Sometimes, rheumatoid arthritis pops up where you least expect it, and I’m not just talking about the flares. Most of us have come to accept that RA isn’t a very well known disease, and that many people simply don’t know a thing about it. Much to my dismay, I learned this fact pretty quickly after I was diagnosed.
As soon as the words ‘I have rheumatoid arthritis’ were uttered, an explanation was quick to follow since inevitably, they had no idea what RA was, or worse, mistook it for osteoarthritis.It’s bad enough being sick, but being sick with a disease people don’t understand makes it feel ten times worse (or so I’ve come to believe). The frustration that often follows has spawned many a blog post, including my own about being stuck with what I have deemed a ‘Loser Disease.’

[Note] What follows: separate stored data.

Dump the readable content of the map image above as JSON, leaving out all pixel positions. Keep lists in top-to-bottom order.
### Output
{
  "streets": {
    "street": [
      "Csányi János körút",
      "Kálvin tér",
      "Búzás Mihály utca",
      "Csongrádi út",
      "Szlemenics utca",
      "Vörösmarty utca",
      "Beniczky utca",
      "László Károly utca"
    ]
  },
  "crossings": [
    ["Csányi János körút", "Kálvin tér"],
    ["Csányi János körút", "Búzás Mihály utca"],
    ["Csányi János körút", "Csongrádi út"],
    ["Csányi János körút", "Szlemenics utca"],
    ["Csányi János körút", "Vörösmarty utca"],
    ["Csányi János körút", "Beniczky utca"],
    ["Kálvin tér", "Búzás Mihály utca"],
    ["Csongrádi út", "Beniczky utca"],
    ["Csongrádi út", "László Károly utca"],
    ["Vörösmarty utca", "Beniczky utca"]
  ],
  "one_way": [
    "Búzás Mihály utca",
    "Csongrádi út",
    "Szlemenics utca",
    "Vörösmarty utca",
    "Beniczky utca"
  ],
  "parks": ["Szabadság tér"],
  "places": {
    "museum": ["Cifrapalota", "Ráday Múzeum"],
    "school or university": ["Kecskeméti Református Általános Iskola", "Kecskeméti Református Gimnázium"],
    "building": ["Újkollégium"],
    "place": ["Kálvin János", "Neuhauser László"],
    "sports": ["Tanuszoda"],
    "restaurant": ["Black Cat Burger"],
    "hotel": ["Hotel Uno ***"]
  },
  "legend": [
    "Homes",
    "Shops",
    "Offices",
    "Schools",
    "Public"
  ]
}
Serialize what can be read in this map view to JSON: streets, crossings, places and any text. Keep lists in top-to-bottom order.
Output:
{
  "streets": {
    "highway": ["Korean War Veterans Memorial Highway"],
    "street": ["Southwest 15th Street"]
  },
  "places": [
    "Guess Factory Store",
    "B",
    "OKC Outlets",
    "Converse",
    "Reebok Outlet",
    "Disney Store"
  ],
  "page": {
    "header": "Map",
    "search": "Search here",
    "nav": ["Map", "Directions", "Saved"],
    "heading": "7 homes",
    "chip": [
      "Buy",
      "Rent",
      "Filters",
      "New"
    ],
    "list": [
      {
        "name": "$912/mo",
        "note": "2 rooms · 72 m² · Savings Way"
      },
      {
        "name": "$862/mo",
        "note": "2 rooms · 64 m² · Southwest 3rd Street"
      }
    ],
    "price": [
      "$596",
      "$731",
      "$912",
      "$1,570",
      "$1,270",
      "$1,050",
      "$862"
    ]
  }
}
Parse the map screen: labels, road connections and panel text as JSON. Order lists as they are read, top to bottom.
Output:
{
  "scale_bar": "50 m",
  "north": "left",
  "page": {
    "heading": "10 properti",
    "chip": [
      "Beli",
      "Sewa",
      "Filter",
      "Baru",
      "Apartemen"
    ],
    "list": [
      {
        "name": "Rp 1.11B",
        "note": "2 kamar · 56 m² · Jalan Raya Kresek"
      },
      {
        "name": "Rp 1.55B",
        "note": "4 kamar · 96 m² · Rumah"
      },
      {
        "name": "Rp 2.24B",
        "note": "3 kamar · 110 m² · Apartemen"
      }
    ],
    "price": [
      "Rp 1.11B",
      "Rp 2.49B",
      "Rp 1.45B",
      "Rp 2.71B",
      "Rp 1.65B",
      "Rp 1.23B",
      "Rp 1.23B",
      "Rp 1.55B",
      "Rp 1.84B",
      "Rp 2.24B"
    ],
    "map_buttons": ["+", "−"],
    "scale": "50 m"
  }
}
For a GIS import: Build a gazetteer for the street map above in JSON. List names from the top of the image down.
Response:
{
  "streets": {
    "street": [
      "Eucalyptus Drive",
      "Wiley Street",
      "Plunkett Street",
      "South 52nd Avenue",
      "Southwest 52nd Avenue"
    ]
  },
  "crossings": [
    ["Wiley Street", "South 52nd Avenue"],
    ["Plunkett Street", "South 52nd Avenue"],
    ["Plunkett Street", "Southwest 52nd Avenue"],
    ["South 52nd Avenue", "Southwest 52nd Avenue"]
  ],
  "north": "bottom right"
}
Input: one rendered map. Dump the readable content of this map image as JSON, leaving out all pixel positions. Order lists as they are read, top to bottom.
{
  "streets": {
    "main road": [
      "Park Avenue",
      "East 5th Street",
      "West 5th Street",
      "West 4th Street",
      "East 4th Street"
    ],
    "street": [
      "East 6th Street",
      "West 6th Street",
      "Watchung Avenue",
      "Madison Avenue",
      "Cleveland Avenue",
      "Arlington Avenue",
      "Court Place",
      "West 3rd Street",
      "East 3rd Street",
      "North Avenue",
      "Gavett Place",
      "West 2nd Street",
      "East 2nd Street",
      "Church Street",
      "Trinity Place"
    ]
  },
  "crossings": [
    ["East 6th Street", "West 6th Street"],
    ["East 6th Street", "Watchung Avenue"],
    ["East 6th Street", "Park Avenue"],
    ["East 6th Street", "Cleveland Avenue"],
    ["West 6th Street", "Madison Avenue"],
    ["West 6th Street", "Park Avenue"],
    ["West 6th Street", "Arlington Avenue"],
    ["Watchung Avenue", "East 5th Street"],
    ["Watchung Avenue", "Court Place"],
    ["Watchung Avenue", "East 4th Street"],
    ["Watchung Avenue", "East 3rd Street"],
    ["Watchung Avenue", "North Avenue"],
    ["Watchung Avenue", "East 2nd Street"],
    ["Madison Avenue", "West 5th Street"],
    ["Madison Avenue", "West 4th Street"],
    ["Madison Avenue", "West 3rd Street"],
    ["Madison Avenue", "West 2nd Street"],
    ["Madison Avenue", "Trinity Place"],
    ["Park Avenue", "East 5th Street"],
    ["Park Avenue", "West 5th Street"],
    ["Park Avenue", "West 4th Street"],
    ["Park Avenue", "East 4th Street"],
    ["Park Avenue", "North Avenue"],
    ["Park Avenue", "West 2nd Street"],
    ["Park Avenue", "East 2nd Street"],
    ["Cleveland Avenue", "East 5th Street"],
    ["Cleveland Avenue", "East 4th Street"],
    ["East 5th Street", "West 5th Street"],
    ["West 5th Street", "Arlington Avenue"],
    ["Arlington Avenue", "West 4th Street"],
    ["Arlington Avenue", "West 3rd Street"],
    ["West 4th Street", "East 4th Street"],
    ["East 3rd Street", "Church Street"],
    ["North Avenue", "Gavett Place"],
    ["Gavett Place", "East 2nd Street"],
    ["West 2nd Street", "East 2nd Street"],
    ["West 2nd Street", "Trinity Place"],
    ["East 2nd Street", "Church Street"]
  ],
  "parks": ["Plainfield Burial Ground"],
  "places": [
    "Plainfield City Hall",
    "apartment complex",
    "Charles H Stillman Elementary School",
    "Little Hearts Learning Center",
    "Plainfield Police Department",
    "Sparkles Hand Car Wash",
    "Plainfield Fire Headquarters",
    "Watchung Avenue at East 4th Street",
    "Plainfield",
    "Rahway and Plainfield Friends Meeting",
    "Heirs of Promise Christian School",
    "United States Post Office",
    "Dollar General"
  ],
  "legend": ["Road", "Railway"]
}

Three years into my journey with RA, I’ve reached a point where the frustration has receded to the backseat, and I have come to expect a degree of obscurity when it comes to what ails me. Ever anticipating that people won’t know what rheumatoid arthritis is, I’ve even developed a bit of an elevator speech, complete with a few catch phrases to describe RA and differentiate it from what most people think about when they hear the word ‘arthritis.’ Every now and then, I come across a person who actually knows what it is without me having to explain, such as my yoga teacher, and this always takes me pleasantly by surprise. It feels like a breath of fresh air when I realize I don’t have to launch into my spiel and can save that energy for something else.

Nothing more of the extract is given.